Iran fragment no. 283 [Through Persia]. c. 1925. Country unknown (possibly Germany). Directed by unknown. DCP courtesy Eye Filmmuseum. 2 min.
Rare and yet to be identified, this European cameraman’s footage seems to be a travelogue of the passage across the vast desert between Isfahan and Yazd in the 1920s.
Grass: A Nation’s Battle for Life. 1925. USA. Directed by Merian C. Cooper, Ernest B. Schoedsack. Digital restoration with a new orchestral score by Patrick Holcomb courtesy Kino Lorber and Milestone Films. World premiere. 71 min.

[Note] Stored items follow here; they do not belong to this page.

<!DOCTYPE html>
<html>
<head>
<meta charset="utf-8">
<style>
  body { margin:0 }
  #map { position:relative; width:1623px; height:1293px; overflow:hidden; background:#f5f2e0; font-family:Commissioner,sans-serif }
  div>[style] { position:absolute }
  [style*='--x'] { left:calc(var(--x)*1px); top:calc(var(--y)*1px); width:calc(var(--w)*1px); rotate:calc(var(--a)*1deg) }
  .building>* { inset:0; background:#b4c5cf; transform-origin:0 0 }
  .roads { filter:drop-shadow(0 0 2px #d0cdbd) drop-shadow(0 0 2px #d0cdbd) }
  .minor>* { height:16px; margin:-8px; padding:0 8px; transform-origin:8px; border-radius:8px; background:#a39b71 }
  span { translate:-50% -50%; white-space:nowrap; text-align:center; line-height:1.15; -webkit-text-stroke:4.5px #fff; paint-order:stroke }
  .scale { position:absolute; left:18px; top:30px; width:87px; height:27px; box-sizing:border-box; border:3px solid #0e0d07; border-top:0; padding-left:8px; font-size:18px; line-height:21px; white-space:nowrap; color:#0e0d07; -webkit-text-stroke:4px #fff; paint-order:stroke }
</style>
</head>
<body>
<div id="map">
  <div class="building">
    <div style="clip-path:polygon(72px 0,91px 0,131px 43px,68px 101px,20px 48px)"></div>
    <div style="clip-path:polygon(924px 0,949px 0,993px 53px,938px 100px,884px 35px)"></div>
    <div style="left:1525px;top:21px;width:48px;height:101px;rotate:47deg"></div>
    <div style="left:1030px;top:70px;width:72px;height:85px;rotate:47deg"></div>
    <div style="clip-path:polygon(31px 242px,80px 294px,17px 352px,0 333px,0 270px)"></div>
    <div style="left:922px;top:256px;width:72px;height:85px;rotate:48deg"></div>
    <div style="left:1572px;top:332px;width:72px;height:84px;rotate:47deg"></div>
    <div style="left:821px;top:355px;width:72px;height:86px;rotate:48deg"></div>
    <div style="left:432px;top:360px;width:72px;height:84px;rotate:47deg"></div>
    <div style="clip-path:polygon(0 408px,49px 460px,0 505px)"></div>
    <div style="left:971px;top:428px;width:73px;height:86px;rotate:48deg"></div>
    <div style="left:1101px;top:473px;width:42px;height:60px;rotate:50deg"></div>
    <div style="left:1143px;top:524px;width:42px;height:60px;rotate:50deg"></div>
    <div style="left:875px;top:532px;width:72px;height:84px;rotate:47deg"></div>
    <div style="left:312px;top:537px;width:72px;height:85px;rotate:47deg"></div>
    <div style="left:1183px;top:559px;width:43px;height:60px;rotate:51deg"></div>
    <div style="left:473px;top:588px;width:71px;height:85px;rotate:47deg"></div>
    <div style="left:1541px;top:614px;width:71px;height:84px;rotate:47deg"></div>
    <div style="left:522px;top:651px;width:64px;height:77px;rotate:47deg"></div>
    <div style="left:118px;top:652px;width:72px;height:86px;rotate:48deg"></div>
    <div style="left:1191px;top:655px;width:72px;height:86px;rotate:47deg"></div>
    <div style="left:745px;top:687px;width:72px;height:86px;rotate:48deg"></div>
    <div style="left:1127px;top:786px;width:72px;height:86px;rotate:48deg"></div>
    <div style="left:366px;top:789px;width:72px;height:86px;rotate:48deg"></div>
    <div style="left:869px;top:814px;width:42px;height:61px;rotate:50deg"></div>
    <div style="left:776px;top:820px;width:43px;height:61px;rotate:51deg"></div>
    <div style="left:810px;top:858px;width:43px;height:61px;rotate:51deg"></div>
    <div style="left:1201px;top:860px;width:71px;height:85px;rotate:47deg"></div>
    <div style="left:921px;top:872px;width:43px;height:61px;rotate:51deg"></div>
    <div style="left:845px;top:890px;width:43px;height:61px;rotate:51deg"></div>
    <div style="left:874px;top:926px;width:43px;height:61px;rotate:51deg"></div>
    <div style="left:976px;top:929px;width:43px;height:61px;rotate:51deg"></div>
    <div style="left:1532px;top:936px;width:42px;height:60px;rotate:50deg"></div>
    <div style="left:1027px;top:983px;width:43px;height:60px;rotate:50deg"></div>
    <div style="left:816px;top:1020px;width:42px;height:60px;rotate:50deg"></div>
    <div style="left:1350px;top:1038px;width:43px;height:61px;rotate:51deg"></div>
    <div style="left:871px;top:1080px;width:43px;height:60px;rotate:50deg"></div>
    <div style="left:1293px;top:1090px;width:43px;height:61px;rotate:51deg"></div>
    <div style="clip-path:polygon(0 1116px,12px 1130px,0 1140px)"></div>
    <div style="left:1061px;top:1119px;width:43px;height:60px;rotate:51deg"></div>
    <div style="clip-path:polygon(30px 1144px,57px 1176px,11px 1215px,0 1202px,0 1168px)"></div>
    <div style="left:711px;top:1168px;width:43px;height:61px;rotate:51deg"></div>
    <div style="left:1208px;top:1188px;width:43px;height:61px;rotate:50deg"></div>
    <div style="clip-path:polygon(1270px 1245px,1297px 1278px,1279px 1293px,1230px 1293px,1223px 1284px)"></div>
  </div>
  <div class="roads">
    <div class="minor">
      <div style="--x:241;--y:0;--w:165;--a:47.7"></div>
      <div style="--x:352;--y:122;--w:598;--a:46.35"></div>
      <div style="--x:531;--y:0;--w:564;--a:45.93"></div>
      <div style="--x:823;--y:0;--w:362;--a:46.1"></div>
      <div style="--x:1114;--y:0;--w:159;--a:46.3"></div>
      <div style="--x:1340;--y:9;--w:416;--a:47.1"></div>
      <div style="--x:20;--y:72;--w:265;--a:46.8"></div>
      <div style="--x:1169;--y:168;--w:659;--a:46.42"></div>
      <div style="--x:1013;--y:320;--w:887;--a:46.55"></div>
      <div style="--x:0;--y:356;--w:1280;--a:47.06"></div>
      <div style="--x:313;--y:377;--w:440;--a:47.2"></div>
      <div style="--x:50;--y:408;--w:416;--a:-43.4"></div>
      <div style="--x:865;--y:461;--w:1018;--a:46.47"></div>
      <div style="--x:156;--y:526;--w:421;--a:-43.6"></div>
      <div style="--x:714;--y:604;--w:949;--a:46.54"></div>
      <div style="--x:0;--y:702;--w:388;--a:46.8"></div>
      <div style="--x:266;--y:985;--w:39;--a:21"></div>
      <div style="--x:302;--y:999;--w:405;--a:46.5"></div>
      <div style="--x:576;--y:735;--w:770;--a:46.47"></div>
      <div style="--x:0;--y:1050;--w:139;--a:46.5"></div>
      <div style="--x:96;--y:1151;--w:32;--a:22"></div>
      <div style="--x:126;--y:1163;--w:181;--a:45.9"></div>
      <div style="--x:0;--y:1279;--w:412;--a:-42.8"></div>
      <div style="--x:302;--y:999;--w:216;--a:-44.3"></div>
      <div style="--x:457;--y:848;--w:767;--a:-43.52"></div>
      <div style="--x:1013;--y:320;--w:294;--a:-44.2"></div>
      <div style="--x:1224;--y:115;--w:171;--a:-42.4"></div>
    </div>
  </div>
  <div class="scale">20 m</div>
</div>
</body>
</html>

Restored by The Museum of Modern Art in all its breathtaking splendor, Grass is one of the great epics of the silent era, by the filmmaking team that would become famous for King Kong. The film is an exhilarating documentary on the migration of the nomadic tribe of Bakhtiari in central Iran and their crossing of the Zagros Mountain. Though contemporary Iranian audiences were apparently nonplussed, the film had a memorable revival at the Shiraz Arts Festivals of 1976, and today it is cherished as the indelible portrait of a lost way of life and a testimony to the grandeur of the Iranian landscape and the resilience of its people.